The helper functions in this module create either a dense transition tensor or
a sparse successor representation for the product.
Safety cost
-----------
The monitor uses a cost function derived from the DFA. A common convention is:
.. math::
c_t = \\begin{cases}
1 & \\text{if } q_t \\in F \\\\
0 & \\text{otherwise}
\\end{cases}
and the episode is safe iff the total number of unsafe visits is zero.
Notes
-----
- The concrete cost construction is delegated to :func:`masa.common.ltl.dfa_to_costfn`.
- :class:`LTLSafetyEnv` also augments observations to include the automaton state,
enabling *product-state* learning in model-free settings.
API Reference
-------------
"""
from __future__ import annotations
from typing import Any, Dict, List, Iterable, Callable, Set
import numpy as np
import gymnasium as gym
from gymnasium import spaces
from masa.common.label_fn import LabelFn
from masa.common.constraints.base import Constraint, BaseConstraintEnv
from masa.common.ltl import DFA, dfa_to_costfn
from masa.common.dummy import make_dfa as make_dummy_dfa
State = int
Action = int
ProdState = int
product_cost_fn = lambda labels: 1.0 if "accepting" in labels else 0.0
def create_product_transition_matrix(
n_states: int,
n_actions: int,
transition_matrix: np.ndarray,
dfa: DFA,
label_fn: LabelFn,
) -> np.ndarray:
"""Create the dense product transition tensor for (MDP × DFA).
Given a dense base transition tensor of shape ``(n_states, n_states, n_actions)``,
this constructs the corresponding dense product transition tensor of shape
``(n_states * n_aut, n_states * n_aut, n_actions)``.
The DFA transition is computed from labels of the *current* base state ``s``
(i.e., it applies :math:`q' = \\delta(q, L(s))`), which matches the product
formulation used in the code:
.. math::
P_\\otimes((s', q') \\mid (s,q), a)
= P(s'\\mid s,a) \\cdot \\mathbf{1}\\{ q' = \\delta(q, L(s)) \\}.
Args:
n_states: Number of base MDP states.
n_actions: Number of actions.
transition_matrix: Dense base transition tensor with shape
``(n_states, n_states, n_actions)``, where
``transition_matrix[s, s_next, a] = P(s_next | s, a)``.
dfa: Deterministic finite automaton.
label_fn: Labelling function ``L(s) -> set[str]``.
Returns:
Dense product transition tensor with shape
``(n_states * n_aut, n_states * n_aut, n_actions)``.
Raises:
AssertionError: If the provided transition matrix does not have the expected shape.
"""
assert len(transition_matrix.shape) == 3 and transition_matrix.shape[0] == transition_matrix.shape[1], \
f"Expected transition matrix with shape (n_states, n_states, n_actions), got shape {transition_matrix.shape} instead"
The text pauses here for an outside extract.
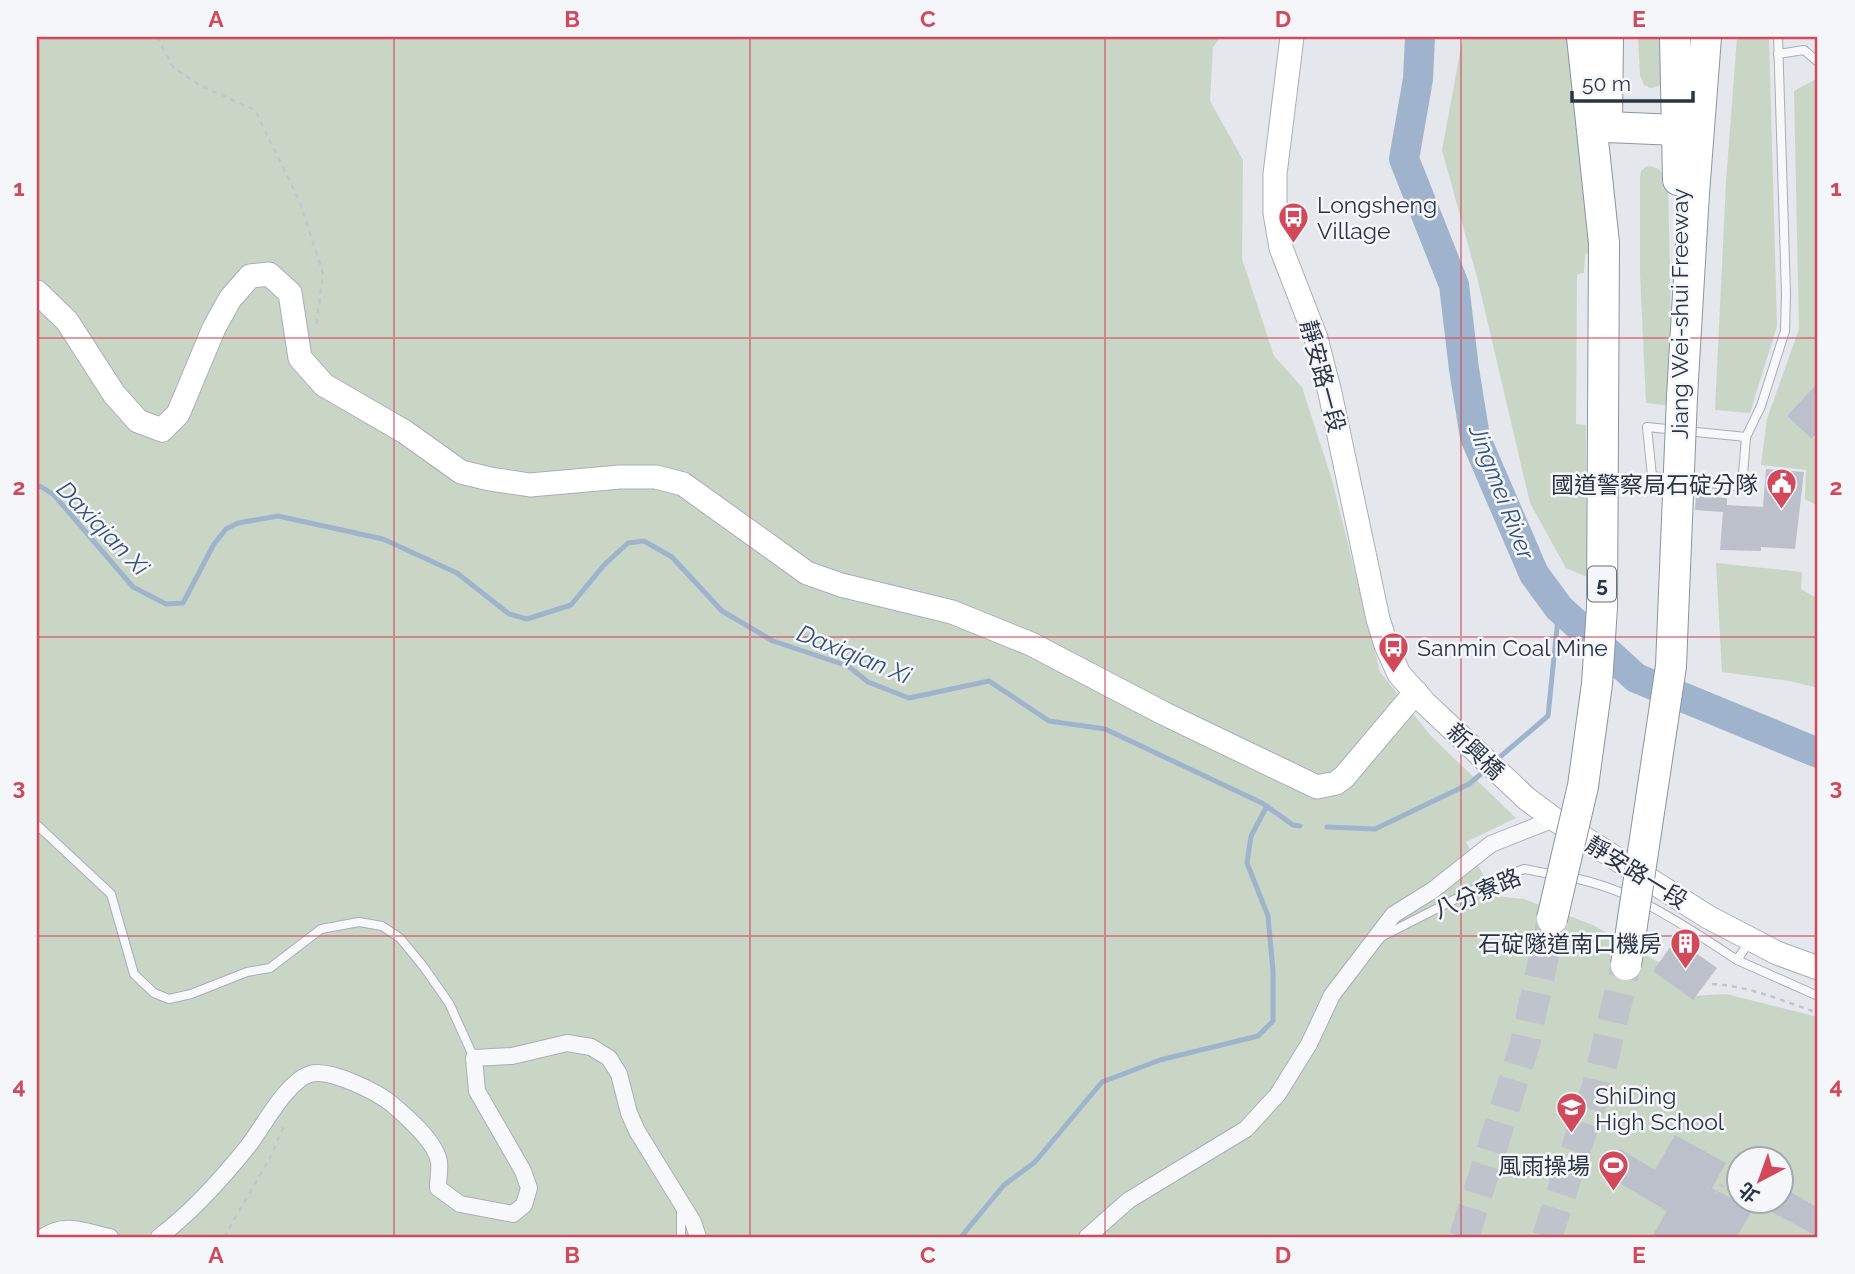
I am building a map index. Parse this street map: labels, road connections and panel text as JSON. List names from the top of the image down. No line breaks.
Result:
{"streets":{"highway":["Jiang Wei-shui Freeway","5"],"street":["靜安路一段","新興橋"],"lane":["八分寮路"]},"crossings":[["靜安路一段","新興橋"]],"water":["Jingmei River","Daxiqian Xi"],"places":{"bus stop":["Longsheng Village","Sanmin Coal Mine"],"public building":["國道警察局石碇分隊"],"building":["石碇隧道南口機房"],"school or university":["ShiDing High School"],"sports":["風雨操場"]},"scale_bar":"50 m","north":"bottom left","grid":{"columns":["A","B","C","D","E"],"rows":["1","2","3","4"]}}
aut_states = list(dfa.states)
n_aut = len(aut_states)
aut_index = {q: i for i, q in enumerate(aut_states)}
assert n_states == transition_matrix.shape[0], \
"Something went wrong, the provided n_states does not equal the number of states in transition_matrix"
f"Got n_states = {n_states} and transition_matrix.shape[0] == {transition_matrix.shape[0]}"
assert n_actions == transition_matrix.shape[2], \
"Something went wrong, the provided n_actions does not equal the number of states in transition_matrix"
f"Got n_actions = {n_actions} and transition_matrix.shape[2] == {transition_matrix.shape[2]}"
sat = np.zeros((n_aut, n_aut, n_states), dtype=np.float32)
for i, i_state in enumerate(aut_states):
for j, j_state in enumerate(aut_states):
if i == j:
continue
if dfa.has_edge(i_state, j_state):
edge = dfa.edges[i_state][j_state]
# i_j_sat_relation[s] = edge.sat(label_fn(s))
i_j_sat_relation = np.array(
[edge.sat(label_fn(s)) for s in range(n_states)],
dtype=np.float32,
)
sat[i, j, :] = i_j_sat_relation
sat_no_diag = sat.copy()
idx = np.arange(n_aut)
sat_no_diag[idx, idx, :] = 0.0
# Default behvaiour: states with no outgoing edge loop in the automata
outgoing_any = sat_no_diag.max(axis=1)
loop_sat = 1.0 - outgoing_any
sat[idx, idx, :] = loop_sat
product = np.einsum('ijs,ska->jsika', sat, transition_matrix.astype(np.float32))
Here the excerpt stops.